Vash Young (January 18, 1889 – October 1965) was an American author of motivational and self-improvement books with a popular following during the Great Depression. His writings, especially his last book Fortunes for All reveal much of his early life.

==Early life==
Vashni Young was born in Salt Lake City on January 18, 1889. Though his first name was Vashni, he preferred Vash throughout his life. His paternal great-grandfather was a brother of Brigham Young and was reputedly instrumental in founding the Mormon settlement. Young's early life was one of deprivation and hardship.
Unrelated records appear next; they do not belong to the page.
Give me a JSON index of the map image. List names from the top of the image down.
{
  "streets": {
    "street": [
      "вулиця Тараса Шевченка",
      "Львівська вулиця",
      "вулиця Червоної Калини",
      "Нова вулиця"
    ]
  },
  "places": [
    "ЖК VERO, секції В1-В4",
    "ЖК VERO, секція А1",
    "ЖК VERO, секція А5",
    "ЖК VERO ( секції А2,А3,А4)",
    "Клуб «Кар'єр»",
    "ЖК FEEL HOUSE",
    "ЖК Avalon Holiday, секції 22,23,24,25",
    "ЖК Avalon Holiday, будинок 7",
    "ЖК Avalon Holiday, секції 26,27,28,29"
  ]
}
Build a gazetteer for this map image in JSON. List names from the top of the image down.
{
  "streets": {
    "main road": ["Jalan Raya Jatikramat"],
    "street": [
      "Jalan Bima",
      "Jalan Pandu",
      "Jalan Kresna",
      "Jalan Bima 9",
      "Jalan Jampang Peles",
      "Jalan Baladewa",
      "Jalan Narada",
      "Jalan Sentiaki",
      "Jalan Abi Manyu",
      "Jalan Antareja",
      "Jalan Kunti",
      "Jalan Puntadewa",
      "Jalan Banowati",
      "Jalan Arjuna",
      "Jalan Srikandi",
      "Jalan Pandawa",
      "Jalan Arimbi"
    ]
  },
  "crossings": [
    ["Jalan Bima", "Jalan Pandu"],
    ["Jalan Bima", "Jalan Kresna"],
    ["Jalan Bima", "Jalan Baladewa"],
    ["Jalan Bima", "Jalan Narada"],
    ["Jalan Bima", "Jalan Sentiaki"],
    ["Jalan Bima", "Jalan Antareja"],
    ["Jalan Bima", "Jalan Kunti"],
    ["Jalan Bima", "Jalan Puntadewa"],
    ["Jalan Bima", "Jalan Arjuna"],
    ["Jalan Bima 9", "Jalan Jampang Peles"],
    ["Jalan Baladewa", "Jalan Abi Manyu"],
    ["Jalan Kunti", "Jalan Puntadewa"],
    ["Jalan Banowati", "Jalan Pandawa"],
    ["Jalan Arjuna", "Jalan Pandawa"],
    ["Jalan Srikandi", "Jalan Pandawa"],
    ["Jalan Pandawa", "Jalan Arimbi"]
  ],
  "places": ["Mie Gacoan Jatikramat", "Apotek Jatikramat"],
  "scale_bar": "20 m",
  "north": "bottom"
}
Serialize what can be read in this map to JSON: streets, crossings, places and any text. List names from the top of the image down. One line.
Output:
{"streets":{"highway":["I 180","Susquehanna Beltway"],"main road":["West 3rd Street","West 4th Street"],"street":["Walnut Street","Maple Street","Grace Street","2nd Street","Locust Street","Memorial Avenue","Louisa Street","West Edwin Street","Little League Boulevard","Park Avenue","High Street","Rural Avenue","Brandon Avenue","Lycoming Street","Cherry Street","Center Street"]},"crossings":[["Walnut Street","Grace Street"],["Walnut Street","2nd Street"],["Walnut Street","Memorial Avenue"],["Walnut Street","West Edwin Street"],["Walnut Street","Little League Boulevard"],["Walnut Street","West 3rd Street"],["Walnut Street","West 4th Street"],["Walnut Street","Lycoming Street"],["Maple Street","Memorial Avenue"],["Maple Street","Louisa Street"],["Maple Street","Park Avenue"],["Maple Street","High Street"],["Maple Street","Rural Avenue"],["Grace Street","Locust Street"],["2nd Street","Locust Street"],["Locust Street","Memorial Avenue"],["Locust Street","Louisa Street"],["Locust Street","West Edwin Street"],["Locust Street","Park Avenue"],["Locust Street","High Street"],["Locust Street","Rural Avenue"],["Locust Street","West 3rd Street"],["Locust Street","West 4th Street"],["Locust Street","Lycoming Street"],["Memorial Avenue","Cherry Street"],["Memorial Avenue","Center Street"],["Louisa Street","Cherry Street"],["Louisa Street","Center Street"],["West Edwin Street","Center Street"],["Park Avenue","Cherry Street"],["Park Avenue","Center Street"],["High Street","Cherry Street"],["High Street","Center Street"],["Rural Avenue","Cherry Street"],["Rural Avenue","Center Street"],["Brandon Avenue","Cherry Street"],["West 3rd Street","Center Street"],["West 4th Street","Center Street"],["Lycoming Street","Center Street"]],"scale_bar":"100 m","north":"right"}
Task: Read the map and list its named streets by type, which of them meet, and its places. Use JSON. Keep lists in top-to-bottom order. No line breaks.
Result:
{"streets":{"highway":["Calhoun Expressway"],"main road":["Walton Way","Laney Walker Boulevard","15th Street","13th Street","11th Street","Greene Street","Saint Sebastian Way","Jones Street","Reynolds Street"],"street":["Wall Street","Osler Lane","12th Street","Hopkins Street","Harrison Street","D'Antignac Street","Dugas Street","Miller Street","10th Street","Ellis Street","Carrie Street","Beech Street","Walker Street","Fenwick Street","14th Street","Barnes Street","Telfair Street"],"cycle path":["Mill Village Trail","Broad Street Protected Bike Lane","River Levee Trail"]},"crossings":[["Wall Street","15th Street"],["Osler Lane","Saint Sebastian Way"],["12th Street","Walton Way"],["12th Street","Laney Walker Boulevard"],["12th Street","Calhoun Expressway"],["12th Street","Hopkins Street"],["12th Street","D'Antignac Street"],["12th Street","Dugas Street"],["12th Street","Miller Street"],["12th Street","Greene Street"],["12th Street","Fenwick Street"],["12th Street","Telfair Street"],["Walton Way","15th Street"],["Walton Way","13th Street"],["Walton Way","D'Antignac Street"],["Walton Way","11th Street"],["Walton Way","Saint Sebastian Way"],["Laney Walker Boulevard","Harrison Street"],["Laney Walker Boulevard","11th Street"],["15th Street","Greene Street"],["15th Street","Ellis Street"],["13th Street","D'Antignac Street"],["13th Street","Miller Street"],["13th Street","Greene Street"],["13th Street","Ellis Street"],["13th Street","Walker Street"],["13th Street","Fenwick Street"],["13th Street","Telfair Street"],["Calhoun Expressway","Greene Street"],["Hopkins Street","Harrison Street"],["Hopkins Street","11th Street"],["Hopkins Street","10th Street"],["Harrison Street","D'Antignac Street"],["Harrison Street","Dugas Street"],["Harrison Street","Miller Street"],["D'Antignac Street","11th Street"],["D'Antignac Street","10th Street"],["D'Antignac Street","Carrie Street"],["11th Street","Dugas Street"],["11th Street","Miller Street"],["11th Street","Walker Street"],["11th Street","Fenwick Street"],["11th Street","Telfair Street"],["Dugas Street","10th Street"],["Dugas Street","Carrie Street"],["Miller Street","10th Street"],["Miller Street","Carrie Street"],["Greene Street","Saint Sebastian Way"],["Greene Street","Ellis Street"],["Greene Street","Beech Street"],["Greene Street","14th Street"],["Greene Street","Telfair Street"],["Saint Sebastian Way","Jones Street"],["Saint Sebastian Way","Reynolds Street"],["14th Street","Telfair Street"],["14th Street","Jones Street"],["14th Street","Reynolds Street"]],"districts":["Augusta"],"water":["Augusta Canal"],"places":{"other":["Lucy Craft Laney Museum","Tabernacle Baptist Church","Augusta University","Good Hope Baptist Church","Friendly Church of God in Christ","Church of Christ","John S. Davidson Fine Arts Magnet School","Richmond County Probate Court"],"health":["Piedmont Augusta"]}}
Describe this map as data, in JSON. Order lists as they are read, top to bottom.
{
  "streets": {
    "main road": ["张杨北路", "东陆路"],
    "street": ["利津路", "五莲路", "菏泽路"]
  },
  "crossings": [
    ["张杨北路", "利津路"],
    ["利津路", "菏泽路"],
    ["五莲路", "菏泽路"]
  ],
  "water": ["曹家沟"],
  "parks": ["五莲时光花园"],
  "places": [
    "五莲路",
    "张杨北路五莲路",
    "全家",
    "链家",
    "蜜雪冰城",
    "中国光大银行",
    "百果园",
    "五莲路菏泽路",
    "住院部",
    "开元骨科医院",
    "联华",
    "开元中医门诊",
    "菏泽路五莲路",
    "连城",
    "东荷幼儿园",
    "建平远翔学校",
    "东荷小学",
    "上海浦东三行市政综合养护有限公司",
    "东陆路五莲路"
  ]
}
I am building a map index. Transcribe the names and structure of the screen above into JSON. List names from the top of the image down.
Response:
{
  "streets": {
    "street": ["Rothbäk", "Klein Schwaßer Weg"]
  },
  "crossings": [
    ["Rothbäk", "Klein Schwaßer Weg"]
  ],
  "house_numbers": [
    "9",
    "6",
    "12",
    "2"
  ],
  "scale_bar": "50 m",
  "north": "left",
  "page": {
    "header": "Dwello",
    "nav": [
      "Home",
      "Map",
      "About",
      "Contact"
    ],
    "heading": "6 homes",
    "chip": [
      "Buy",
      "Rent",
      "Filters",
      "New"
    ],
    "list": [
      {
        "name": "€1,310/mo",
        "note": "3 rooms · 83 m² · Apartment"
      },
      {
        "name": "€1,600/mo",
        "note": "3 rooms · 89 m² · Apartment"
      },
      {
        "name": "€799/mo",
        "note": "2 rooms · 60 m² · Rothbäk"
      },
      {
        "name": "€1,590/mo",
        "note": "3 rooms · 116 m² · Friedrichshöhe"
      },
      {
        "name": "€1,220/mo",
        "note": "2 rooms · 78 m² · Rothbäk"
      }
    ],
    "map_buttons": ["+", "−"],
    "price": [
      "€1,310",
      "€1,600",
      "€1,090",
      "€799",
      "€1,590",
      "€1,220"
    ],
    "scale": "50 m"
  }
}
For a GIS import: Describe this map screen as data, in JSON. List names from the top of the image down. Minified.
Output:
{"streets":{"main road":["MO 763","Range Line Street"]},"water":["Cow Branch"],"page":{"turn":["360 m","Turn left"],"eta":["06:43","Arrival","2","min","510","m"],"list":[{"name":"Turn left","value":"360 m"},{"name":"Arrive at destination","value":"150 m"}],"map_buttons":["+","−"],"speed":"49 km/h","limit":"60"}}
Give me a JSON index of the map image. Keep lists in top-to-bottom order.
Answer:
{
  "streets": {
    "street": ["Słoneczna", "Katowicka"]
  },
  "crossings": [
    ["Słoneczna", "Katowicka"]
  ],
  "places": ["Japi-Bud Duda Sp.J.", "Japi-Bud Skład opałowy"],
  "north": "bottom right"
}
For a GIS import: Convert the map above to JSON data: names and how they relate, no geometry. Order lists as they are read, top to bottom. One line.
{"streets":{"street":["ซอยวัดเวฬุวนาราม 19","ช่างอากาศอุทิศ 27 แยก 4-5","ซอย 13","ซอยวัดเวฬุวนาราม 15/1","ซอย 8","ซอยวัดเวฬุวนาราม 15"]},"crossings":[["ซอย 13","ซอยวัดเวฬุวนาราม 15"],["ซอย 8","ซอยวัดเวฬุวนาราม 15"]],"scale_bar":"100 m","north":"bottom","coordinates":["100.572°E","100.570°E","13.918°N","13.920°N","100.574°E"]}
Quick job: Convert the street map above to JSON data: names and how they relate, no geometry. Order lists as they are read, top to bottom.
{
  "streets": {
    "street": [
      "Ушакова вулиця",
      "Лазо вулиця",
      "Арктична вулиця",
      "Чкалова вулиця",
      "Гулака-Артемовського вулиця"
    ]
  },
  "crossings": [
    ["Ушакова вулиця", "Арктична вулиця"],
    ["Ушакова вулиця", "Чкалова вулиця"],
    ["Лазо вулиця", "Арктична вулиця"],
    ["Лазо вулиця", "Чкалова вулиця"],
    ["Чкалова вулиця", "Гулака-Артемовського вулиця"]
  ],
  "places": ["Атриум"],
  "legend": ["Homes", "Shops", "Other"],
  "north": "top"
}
His father was more often absent than not, and his mother died when he was only 14. Young's schooling was cut short as he had to help support the family, including three younger siblings, then living with his grandparents. Tragedy struck again when his grandmother died and he left Salt Lake City at 16 years of age to seek his fortune in Chicago where his older brother was then living. He struggled to find employment initially due to his lack of education and basic numeracy. He eventually moved to New York City where he continued to battle depression, self-doubt and failure until the revelation that turned him into a success. His philosophy placed great emphasis on helping others, and a series of books were one expression of this.

==Publications==
In 1931, Young wrote A Fortune to Share soon after the change in his fortunes; this became a bestseller. This was followed in short order by Let's Start Over Again, No Thank You, The Go-Giver and Be Kind to Yourself, all published by Bobbs-Merrill and written with the aid of co-authors. His last book, Fortunes for All, written much later while Young was in active retirement at the age of 70, was intended to put together the background, philosophy and methods that had secured his fortune as a handbook for generations to follow. Unlike his earlier works, Fortunes for All was entirely his own work.